▶ **Exercise directions**
Could you retype all of the records exactly, leaving out every picture?

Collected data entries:
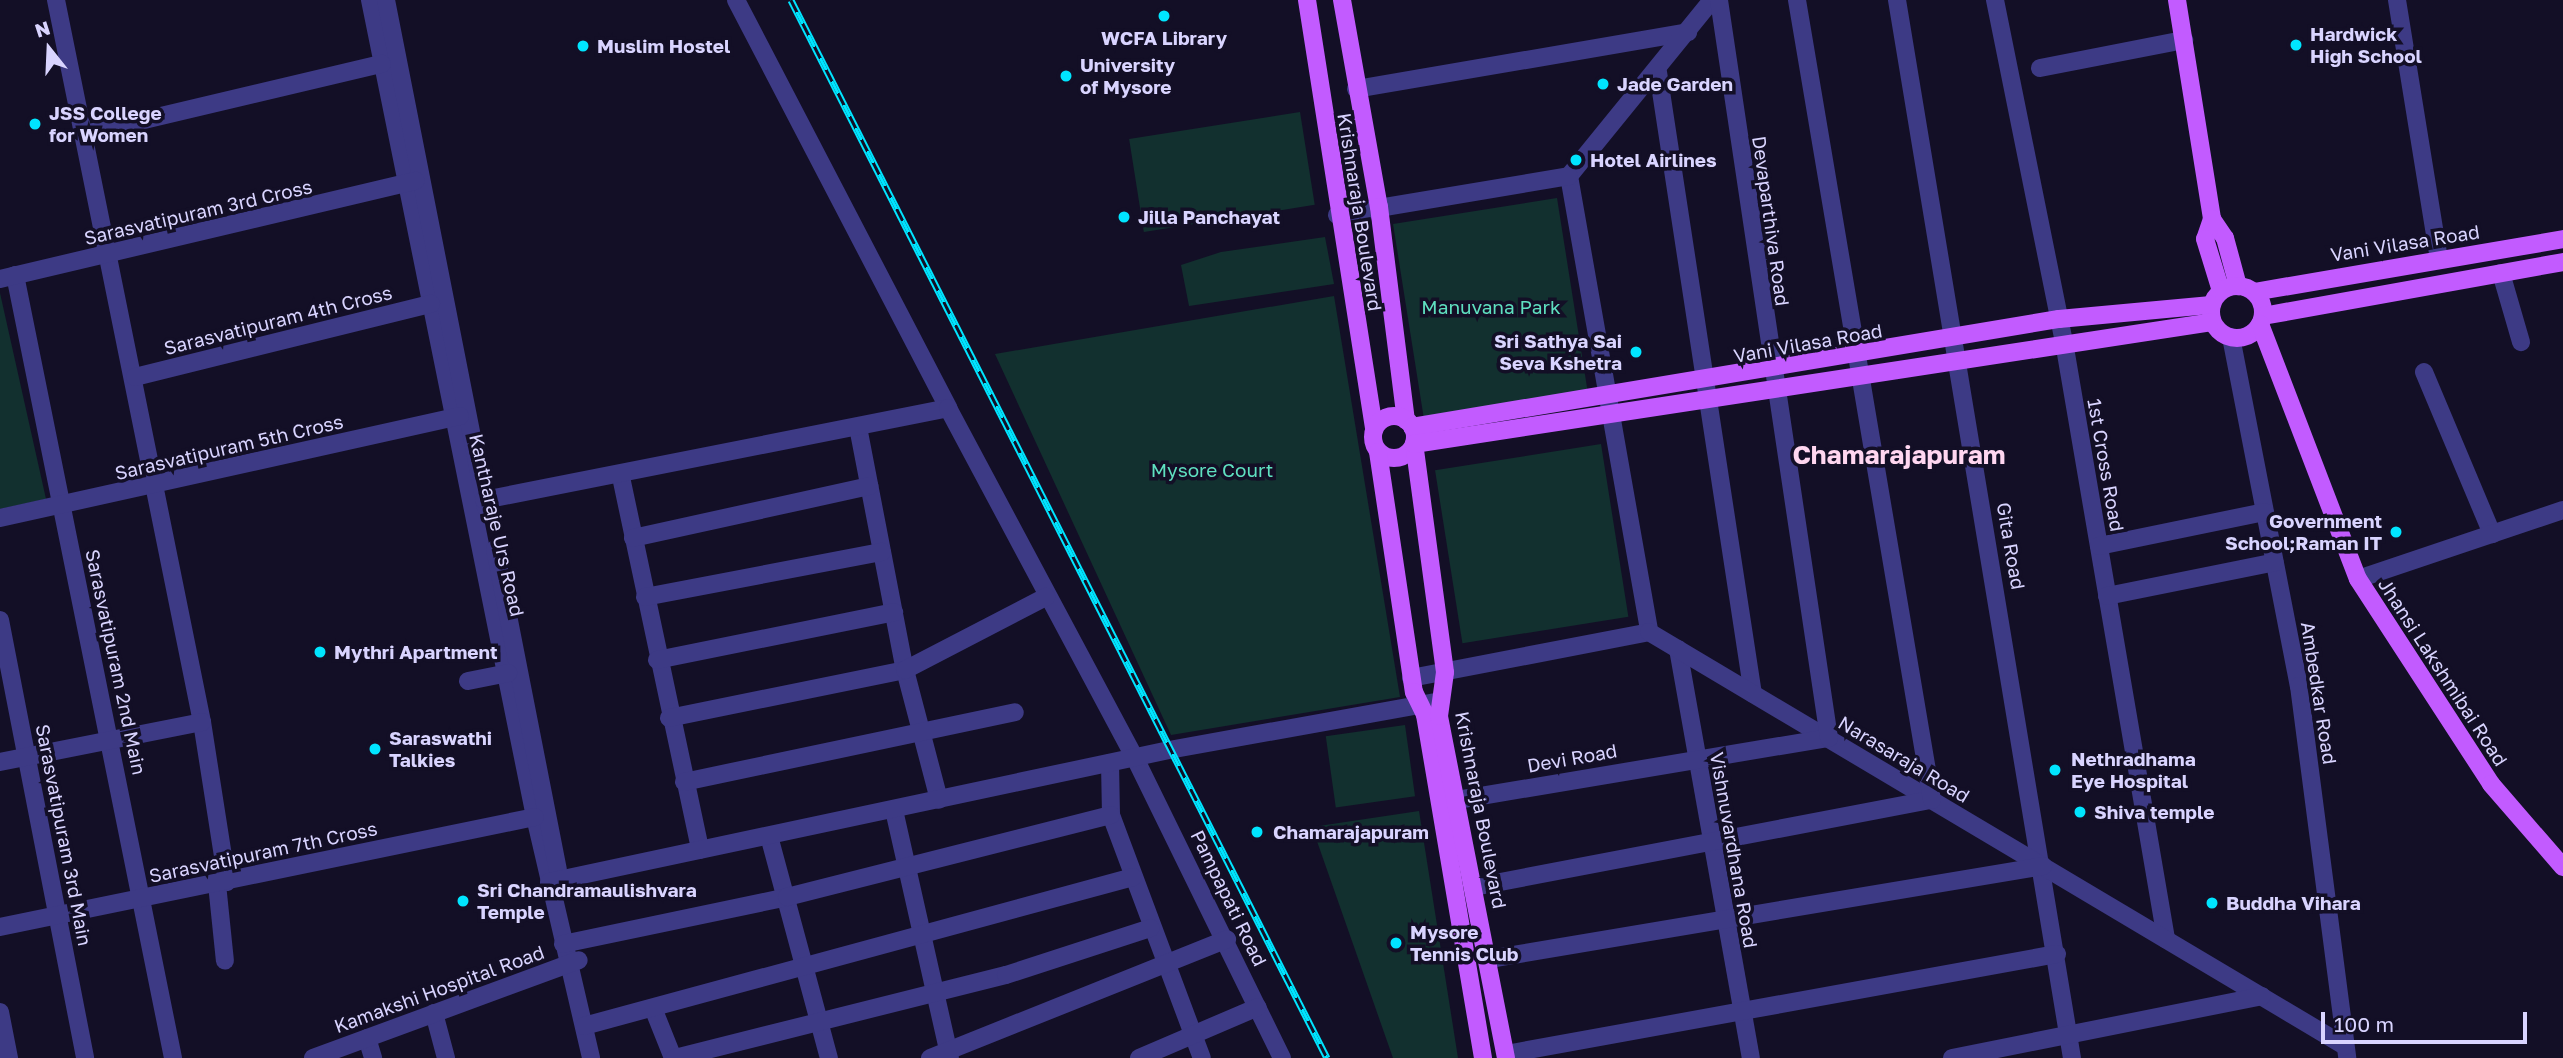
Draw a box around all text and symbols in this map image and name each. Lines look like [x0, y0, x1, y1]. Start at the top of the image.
marker: WCFA Library [1156, 8, 1172, 24]
north arrow [14, 14, 84, 84]
text: N [32, 15, 53, 42]
place label: Hardwick High School [2310, 23, 2422, 67]
place label: WCFA Library [1101, 27, 1227, 49]
place label: Muslim Hostel [597, 35, 730, 57]
marker: Hardwick High School [2288, 37, 2304, 53]
marker: Muslim Hostel [575, 38, 591, 54]
place label: University of Mysore [1080, 54, 1175, 98]
marker: University of Mysore [1058, 68, 1074, 84]
place label: Jade Garden [1617, 73, 1733, 95]
marker: Jade Garden [1595, 76, 1611, 92]
place label: JSS College for Women [49, 102, 162, 146]
street label: Krishnaraja Boulevard [1333, 111, 1387, 313]
marker: JSS College for Women [27, 116, 43, 132]
street label: Devaparthiva Road [1748, 135, 1794, 307]
place label: Hotel Airlines [1590, 149, 1717, 171]
marker: Hotel Airlines [1568, 152, 1584, 168]
street label: Sarasvatipuram 3rd Cross [82, 175, 314, 249]
place label: Jilla Panchayat [1138, 206, 1280, 228]
marker: Jilla Panchayat [1116, 209, 1132, 225]
street label: Vani Vilasa Road [2329, 220, 2481, 266]
street label: Sarasvatipuram 4th Cross [162, 281, 394, 359]
park label: Manuvana Park [1421, 296, 1561, 318]
street label: Vani Vilasa Road [1732, 319, 1884, 367]
place label: Sri Sathya Sai Seva Kshetra [1494, 330, 1622, 374]
marker: Sri Sathya Sai Seva Kshetra [1628, 344, 1644, 360]
street label: 1st Cross Road [2083, 397, 2129, 533]
street label: Sarasvatipuram 5th Cross [113, 410, 345, 484]
street label: Kantharaje Urs Road [465, 432, 529, 618]
district label: Chamarajapuram [1792, 439, 2006, 471]
park label: Mysore Court [1151, 459, 1273, 481]
street label: Gita Road [1992, 501, 2030, 591]
place label: Government School;Raman IT [2225, 510, 2382, 554]
marker: Government School;Raman IT [2388, 524, 2404, 540]
street label: Sarasvatipuram 2nd Main [81, 547, 151, 777]
street label: Jhansi Lakshmibai Road [2374, 574, 2512, 770]
street label: Ambedkar Road [2296, 620, 2342, 766]
place label: Mythri Apartment [334, 641, 498, 663]
marker: Mythri Apartment [312, 644, 328, 660]
street label: Krishnaraja Boulevard [1451, 710, 1511, 910]
street label: Narasaraja Road [1834, 711, 1974, 807]
street label: Sarasvatipuram 3rd Main [31, 722, 97, 948]
place label: Saraswathi Talkies [389, 727, 492, 771]
street label: Devi Road [1525, 739, 1619, 777]
marker: Saraswathi Talkies [367, 741, 383, 757]
place label: Nethradhama Eye Hospital [2071, 748, 2196, 792]
street label: Vishnuvardhana Road [1706, 750, 1762, 950]
marker: Nethradhama Eye Hospital [2045, 760, 2065, 780]
place label: Shiva temple [2094, 801, 2215, 823]
marker: Shiva temple [2072, 804, 2088, 820]
street label: Sarasvatipuram 7th Cross [147, 817, 379, 887]
place label: Chamarajapuram [1273, 821, 1429, 843]
marker: Chamarajapuram [1247, 822, 1267, 842]
street label: Pampapati Road [1186, 826, 1272, 970]
place label: Sri Chandramaulishvara Temple [477, 879, 697, 923]
place label: Buddha Vihara [2226, 892, 2361, 914]
marker: Sri Chandramaulishvara Temple [455, 893, 471, 909]
marker: Buddha Vihara [2204, 895, 2220, 911]
place label: Mysore Tennis Club [1410, 921, 1518, 965]
marker: Mysore Tennis Club [1388, 935, 1404, 951]
street label: Kamakshi Hospital Road [331, 940, 547, 1038]
scale bar [2325, 998, 2532, 1042]
text: 100 m [2334, 1011, 2394, 1037]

▶ **Exercise result**
Draw a box around all text and symbols in this map image and name each. Lines look like [x0, y0, x1, y1]. Start at the top of the image.
marker: WCFA Library [1156, 8, 1172, 24]
north arrow [14, 14, 84, 84]
text: N [32, 15, 53, 42]
place label: Hardwick High School [2310, 23, 2422, 67]
place label: WCFA Library [1101, 27, 1227, 49]
place label: Muslim Hostel [597, 35, 730, 57]
marker: Hardwick High School [2288, 37, 2304, 53]
marker: Muslim Hostel [575, 38, 591, 54]
place label: University of Mysore [1080, 54, 1175, 98]
marker: University of Mysore [1058, 68, 1074, 84]
place label: Jade Garden [1617, 73, 1733, 95]
marker: Jade Garden [1595, 76, 1611, 92]
place label: JSS College for Women [49, 102, 162, 146]
street label: Krishnaraja Boulevard [1333, 111, 1387, 313]
marker: JSS College for Women [27, 116, 43, 132]
street label: Devaparthiva Road [1748, 135, 1794, 307]
place label: Hotel Airlines [1590, 149, 1717, 171]
marker: Hotel Airlines [1568, 152, 1584, 168]
street label: Sarasvatipuram 3rd Cross [82, 175, 314, 249]
place label: Jilla Panchayat [1138, 206, 1280, 228]
marker: Jilla Panchayat [1116, 209, 1132, 225]
street label: Vani Vilasa Road [2329, 220, 2481, 266]
street label: Sarasvatipuram 4th Cross [162, 281, 394, 359]
park label: Manuvana Park [1421, 296, 1561, 318]
street label: Vani Vilasa Road [1732, 319, 1884, 367]
place label: Sri Sathya Sai Seva Kshetra [1494, 330, 1622, 374]
marker: Sri Sathya Sai Seva Kshetra [1628, 344, 1644, 360]
street label: 1st Cross Road [2083, 397, 2129, 533]
street label: Sarasvatipuram 5th Cross [113, 410, 345, 484]
street label: Kantharaje Urs Road [465, 432, 529, 618]
district label: Chamarajapuram [1792, 439, 2006, 471]
park label: Mysore Court [1151, 459, 1273, 481]
street label: Gita Road [1992, 501, 2030, 591]
place label: Government School;Raman IT [2225, 510, 2382, 554]
marker: Government School;Raman IT [2388, 524, 2404, 540]
street label: Sarasvatipuram 2nd Main [81, 547, 151, 777]
street label: Jhansi Lakshmibai Road [2374, 574, 2512, 770]
street label: Ambedkar Road [2296, 620, 2342, 766]
place label: Mythri Apartment [334, 641, 498, 663]
marker: Mythri Apartment [312, 644, 328, 660]
street label: Krishnaraja Boulevard [1451, 710, 1511, 910]
street label: Narasaraja Road [1834, 711, 1974, 807]
street label: Sarasvatipuram 3rd Main [31, 722, 97, 948]
place label: Saraswathi Talkies [389, 727, 492, 771]
street label: Devi Road [1525, 739, 1619, 777]
marker: Saraswathi Talkies [367, 741, 383, 757]
place label: Nethradhama Eye Hospital [2071, 748, 2196, 792]
street label: Vishnuvardhana Road [1706, 750, 1762, 950]
marker: Nethradhama Eye Hospital [2045, 760, 2065, 780]
place label: Shiva temple [2094, 801, 2215, 823]
marker: Shiva temple [2072, 804, 2088, 820]
street label: Sarasvatipuram 7th Cross [147, 817, 379, 887]
place label: Chamarajapuram [1273, 821, 1429, 843]
marker: Chamarajapuram [1247, 822, 1267, 842]
street label: Pampapati Road [1186, 826, 1272, 970]
place label: Sri Chandramaulishvara Temple [477, 879, 697, 923]
place label: Buddha Vihara [2226, 892, 2361, 914]
marker: Sri Chandramaulishvara Temple [455, 893, 471, 909]
marker: Buddha Vihara [2204, 895, 2220, 911]
place label: Mysore Tennis Club [1410, 921, 1518, 965]
marker: Mysore Tennis Club [1388, 935, 1404, 951]
street label: Kamakshi Hospital Road [331, 940, 547, 1038]
scale bar [2325, 998, 2532, 1042]
text: 100 m [2334, 1011, 2394, 1037]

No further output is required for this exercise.